Add option to bridge pass to use sharding util ops (XlaSplitND, XlaConcatND) in place of tree of Split/Concat nodes.

Currently in the TPU bridge, a tree of Concat ops (with Slice ops potentially) is created to merge shard inputs. This can create temporary memory allocations at each level of Concat ops. Fusing these operations into 1 op removes these temporary allocations, reducing some memory overhead.
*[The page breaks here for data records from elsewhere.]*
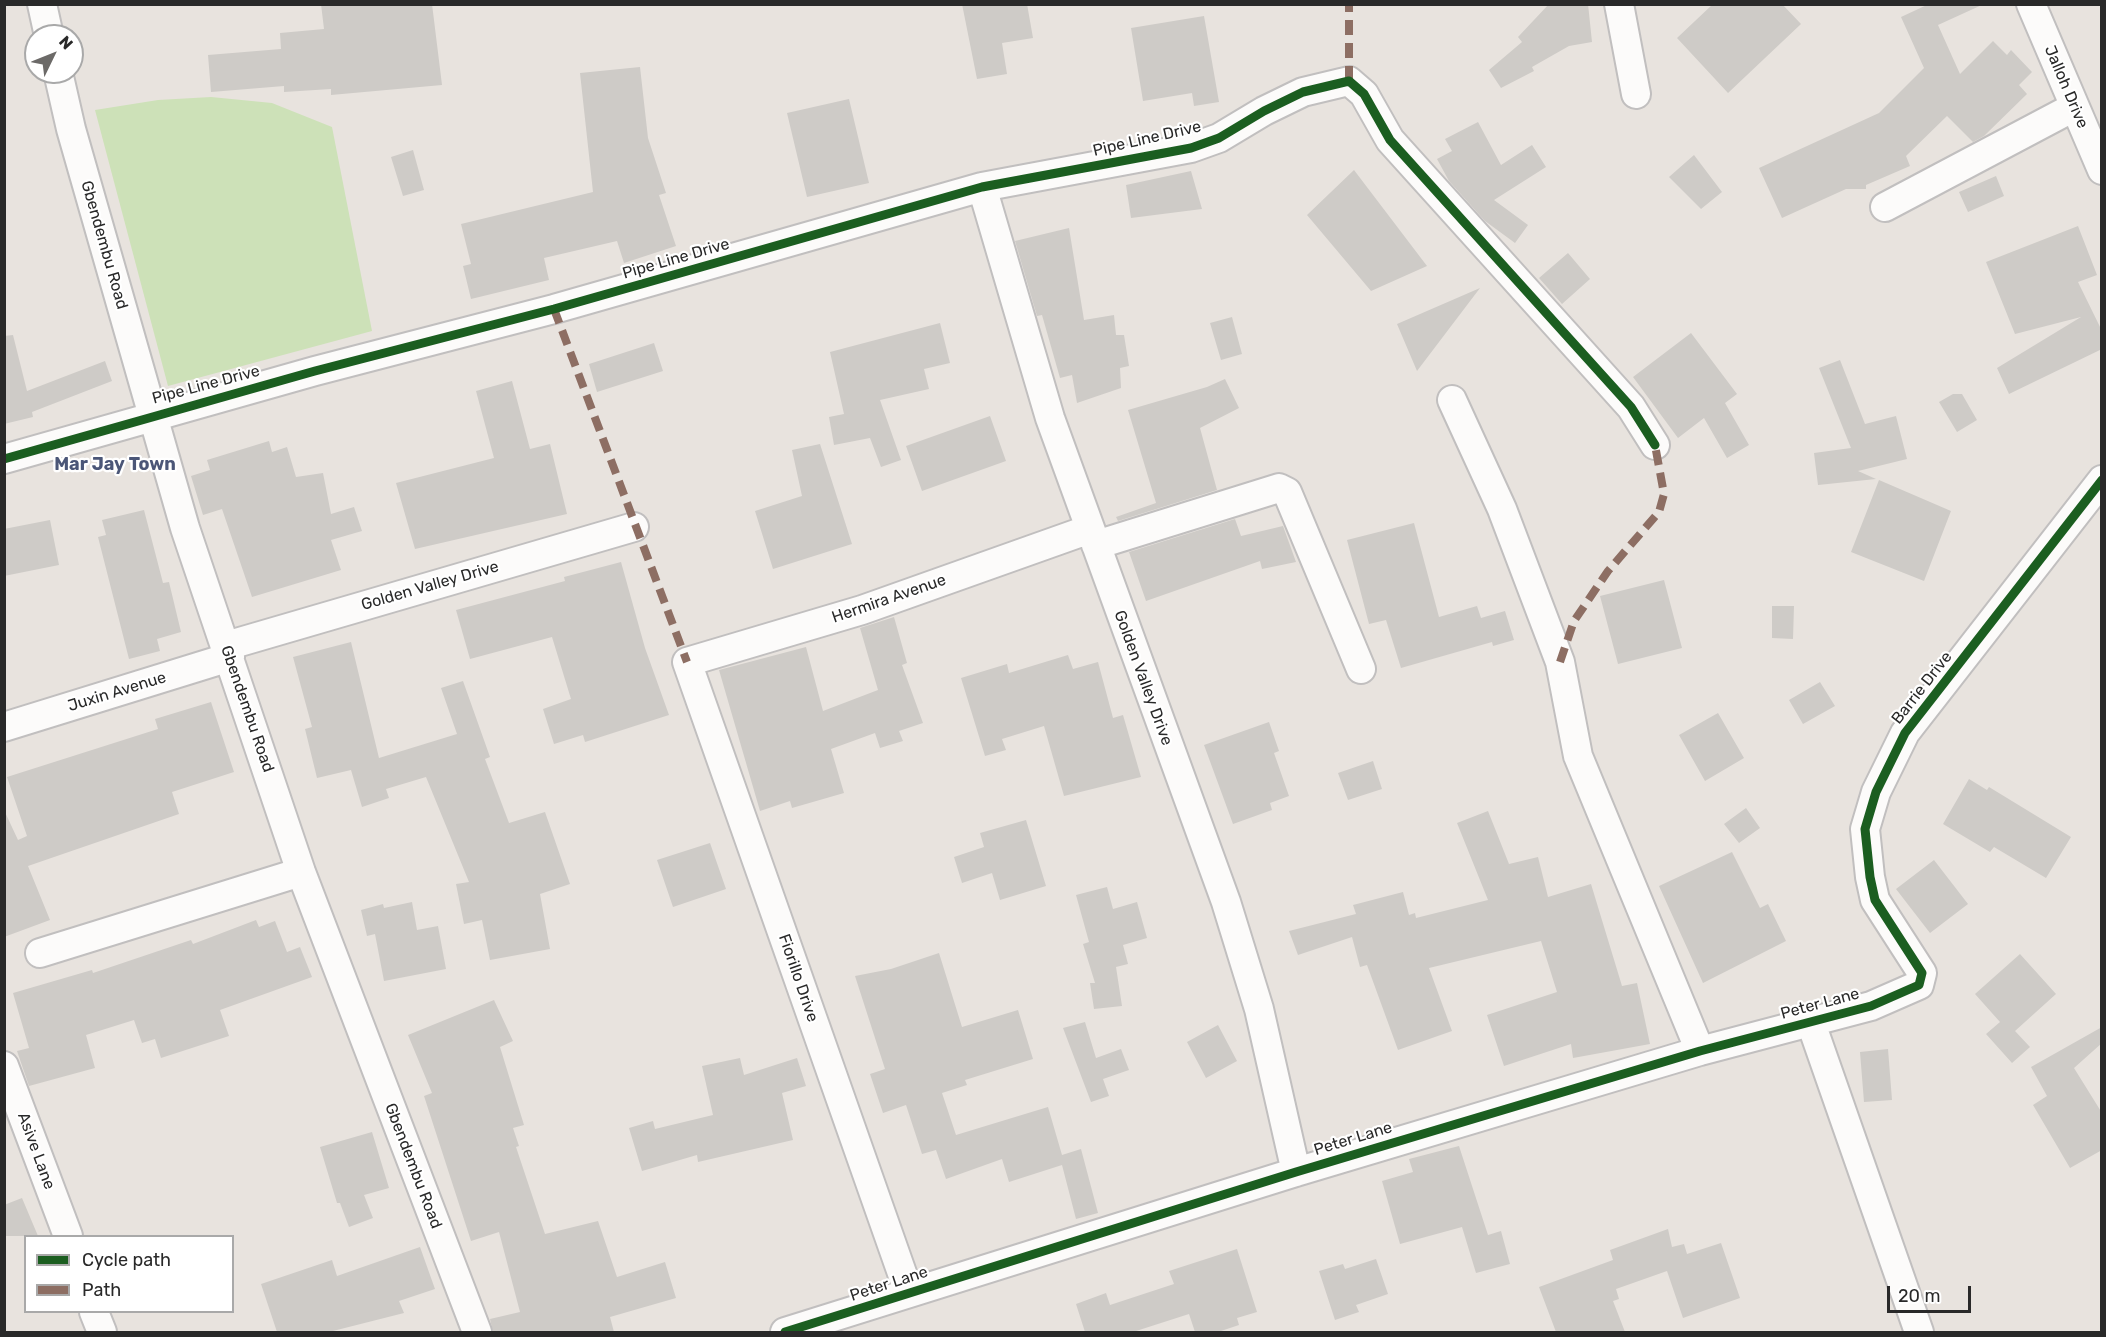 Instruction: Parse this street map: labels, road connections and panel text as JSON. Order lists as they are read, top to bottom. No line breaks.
{"streets":{"street":["Jalloh Drive","Pipe Line Drive","Gbendembu Road","Golden Valley Drive","Hermira Avenue","Barrie Drive","Juxin Avenue","Fiorillo Drive","Peter Lane","Asive Lane"]},"crossings":[["Pipe Line Drive","Gbendembu Road"],["Pipe Line Drive","Golden Valley Drive"],["Gbendembu Road","Golden Valley Drive"],["Gbendembu Road","Juxin Avenue"],["Golden Valley Drive","Hermira Avenue"],["Golden Valley Drive","Juxin Avenue"],["Golden Valley Drive","Peter Lane"],["Hermira Avenue","Fiorillo Drive"],["Barrie Drive","Peter Lane"],["Fiorillo Drive","Peter Lane"]],"districts":["Mar Jay Town"],"legend":["Cycle path","Path"],"scale_bar":"20 m","north":"top right"} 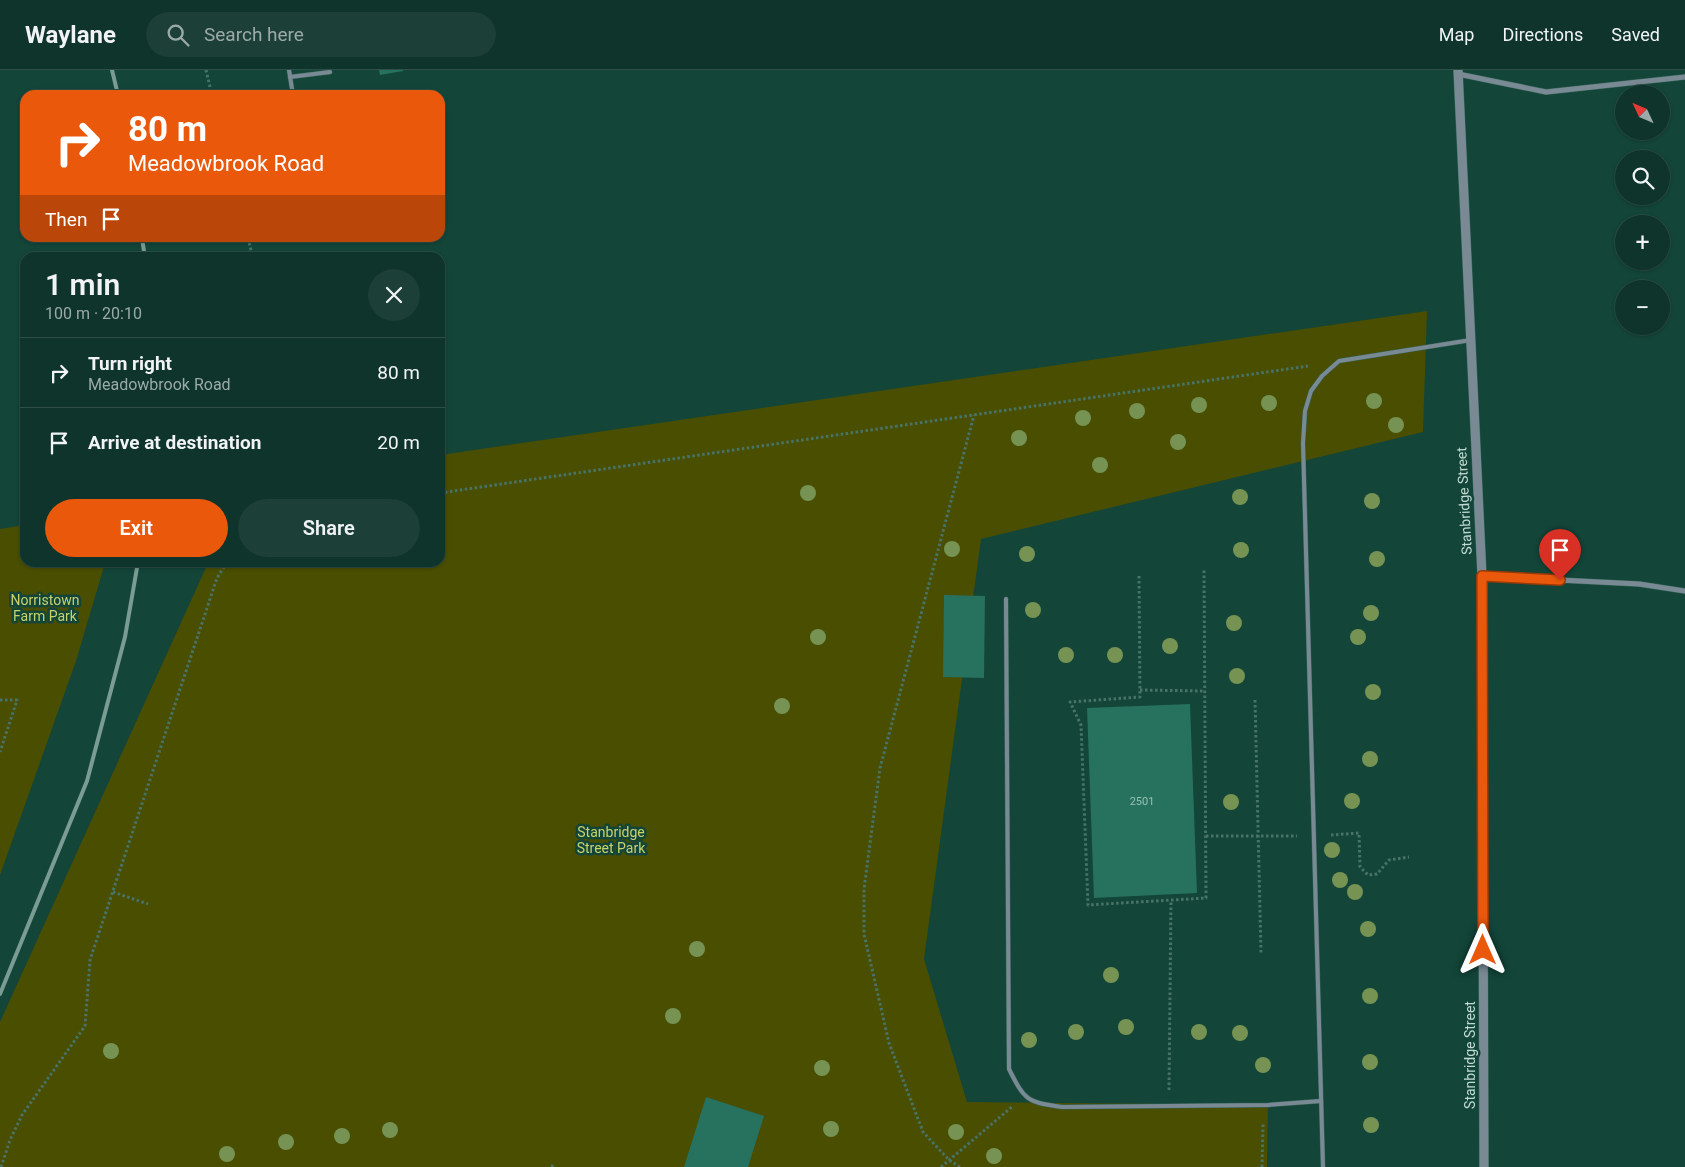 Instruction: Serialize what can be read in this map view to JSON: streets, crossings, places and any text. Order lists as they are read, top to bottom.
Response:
{
  "streets": {
    "street": ["Stanbridge Street"]
  },
  "parks": ["Norristown Farm Park", "Stanbridge Street Park"],
  "house_numbers": ["2501"],
  "north": "top left",
  "page": {
    "header": "Waylane",
    "search": "Search here",
    "nav": ["Map", "Directions", "Saved"],
    "map_buttons": ["+", "−"],
    "turn": ["80 m", "Meadowbrook Road"],
    "then": "Then",
    "heading": ["1 min", "100 m · 20:10"],
    "list": [
      {
        "name": "Turn right",
        "note": "Meadowbrook Road",
        "value": "80 m"
      },
      {
        "name": "Arrive at destination",
        "value": "20 m"
      }
    ],
    "buttons": ["Exit", "Share"]
  }
} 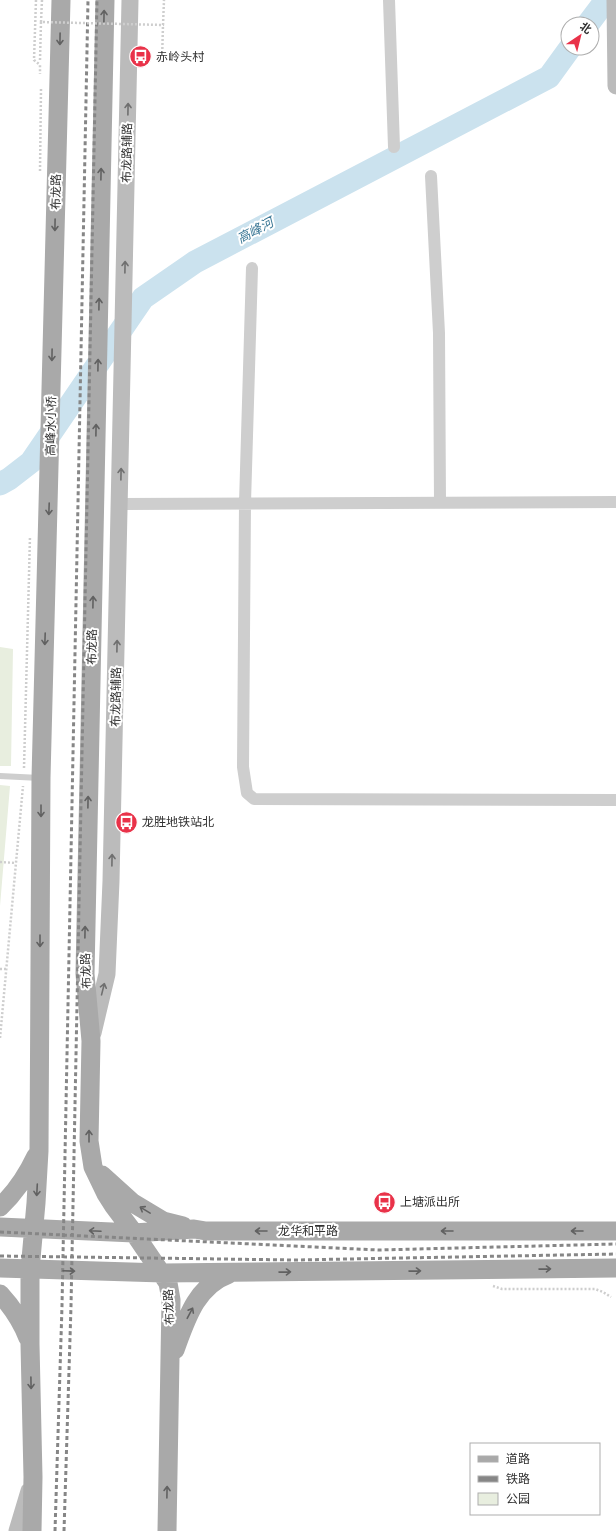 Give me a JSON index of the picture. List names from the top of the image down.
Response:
{
  "streets": {
    "main road": [
      "布龙路辅路",
      "布龙路",
      "高峰水小桥",
      "龙华和平路"
    ]
  },
  "crossings": [
    ["布龙路辅路", "布龙路"],
    ["布龙路", "高峰水小桥"],
    ["布龙路", "龙华和平路"]
  ],
  "one_way": ["布龙路辅路", "高峰水小桥"],
  "water": ["高峰河"],
  "places": {
    "bus stop": ["赤岭头村", "龙胜地铁站北", "上塘派出所"]
  },
  "legend": ["道路", "铁路", "公园"],
  "north": "top right"
} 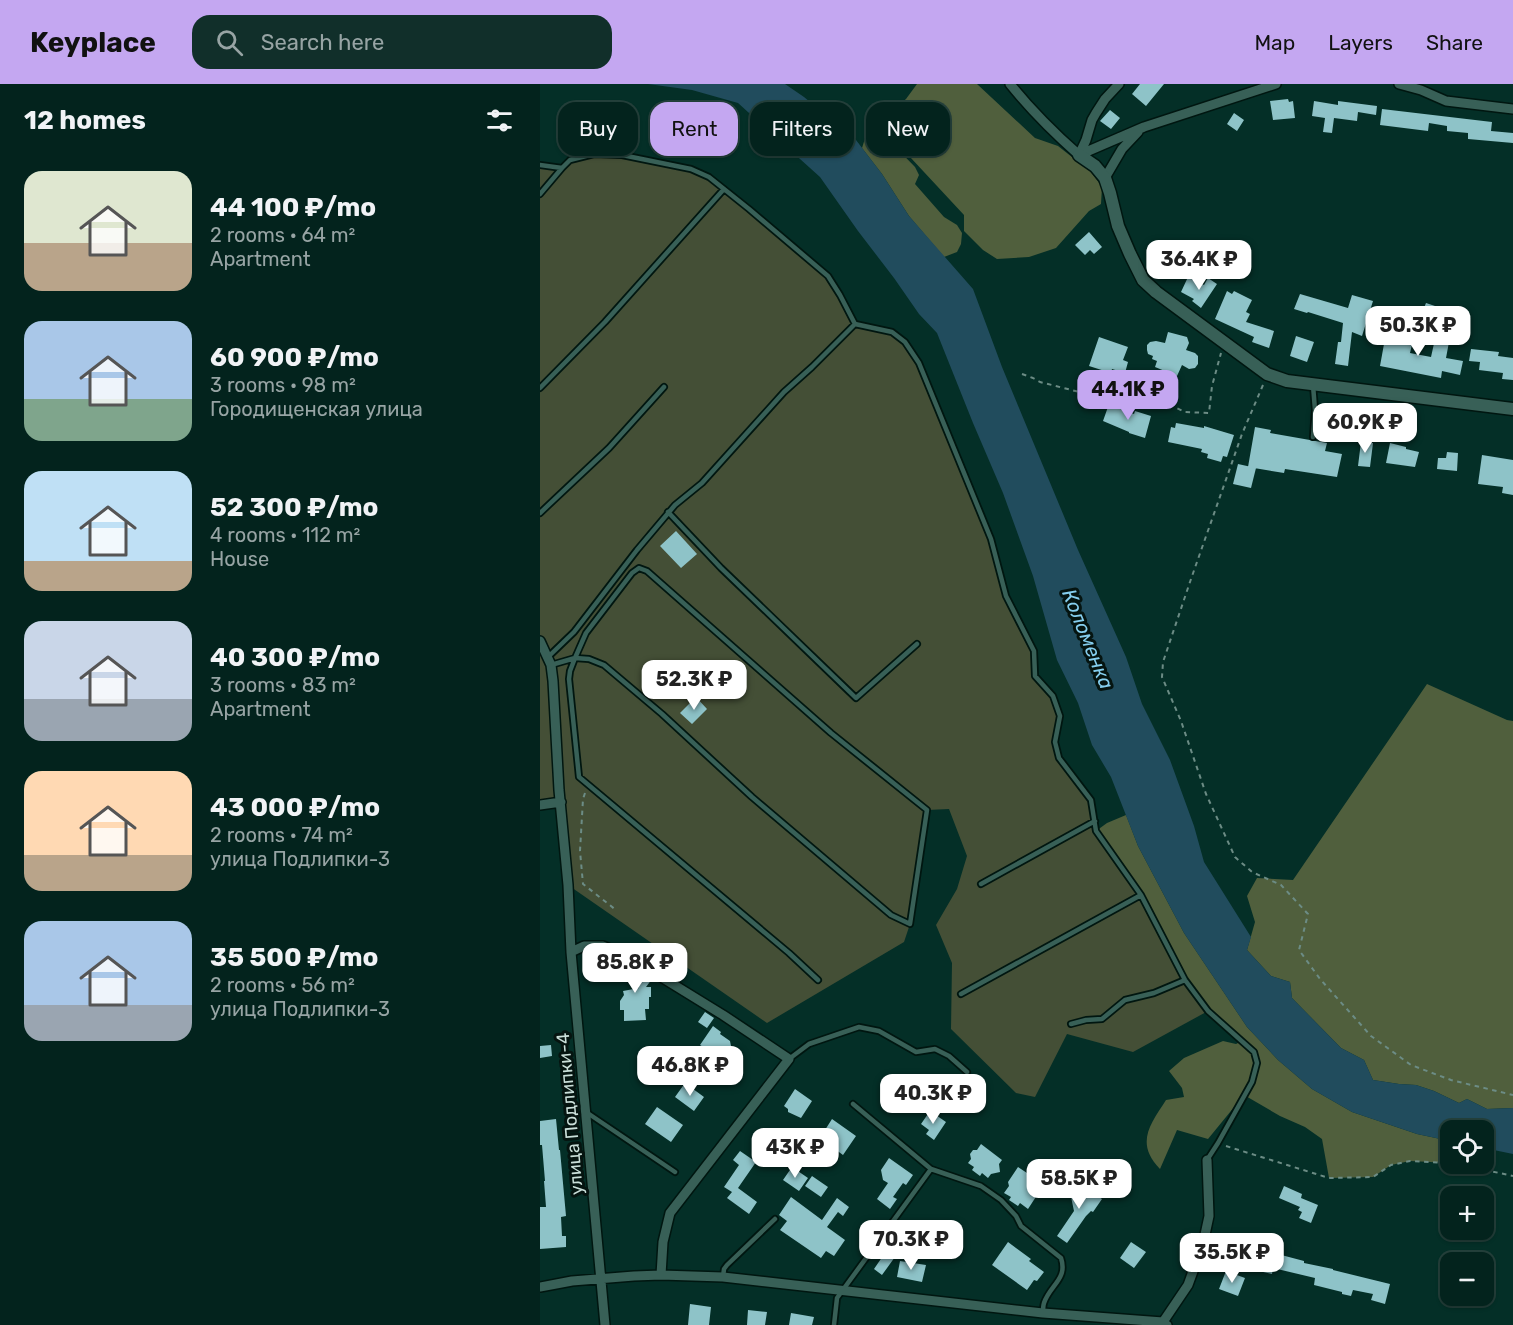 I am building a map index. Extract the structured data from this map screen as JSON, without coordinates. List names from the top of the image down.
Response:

PiperOrigin-RevId: 385003313
Change-Id: I9b6ba961bcdb27137189450d67bd0baf1173ed41
diff --git a/tensorflow/core/tpu/graph_rewrite/distributed_tpu_rewrite_pass.cc b/tensorflow/core/tpu/graph_rewrite/distributed_tpu_rewrite_pass.cc
index ab7d564..ee82f19 100644
--- a/tensorflow/core/tpu/graph_rewrite/distributed_tpu_rewrite_pass.cc
+++ b/tensorflow/core/tpu/graph_rewrite/distributed_tpu_rewrite_pass.cc
@@ -17,7 +17,9 @@
 
 #include "tensorflow/core/tpu/graph_rewrite/distributed_tpu_rewrite_pass.h"
 
+#include <algorithm>
 #include <queue>
+#include <utility>
 #include <vector>
 
 #include "absl/algorithm/container.h"
@@ -895,6 +897,214 @@
   return sharded_input_info;
 }
 
+// Creates a xla split node to shard an input, and adds that new node to a
+// Graph.
+StatusOr<Node*> CreateXlaSplitOp(absl::string_view node_name,
+                                 const bool is_resource, const NodeOut& input,
+                                 const PartialTensorShape& partial_tensor_shape,
+                                 const std::vector<Node*>& control_inputs,
+                                 const std::vector<Node*>& control_outputs,
+                                 const DataType dtype, const int num_shards,
+                                 const xla::OpSharding& sharding,
+                                 Graph* graph) {
+  const std::string& input_assigned_device = input.node->assigned_device_name();
+  NodeDef xla_split_def;
+  xla_split_def.set_name(graph->NewName(node_name));
+  xla_split_def.set_op(is_resource ? "ReadVariableXlaSplitND" : "XlaSplitND");
+  xla_split_def.set_device(input_assigned_device);
+  AddNodeAttr("T", dtype, &xla_split_def);
+  AddNodeAttr("N", num_shards, &xla_split_def);
+  const std::vector<int64> num_splits(
+      sharding.tile_assignment_dimensions().begin(),
+      sharding.replicate_on_last_tile_dim()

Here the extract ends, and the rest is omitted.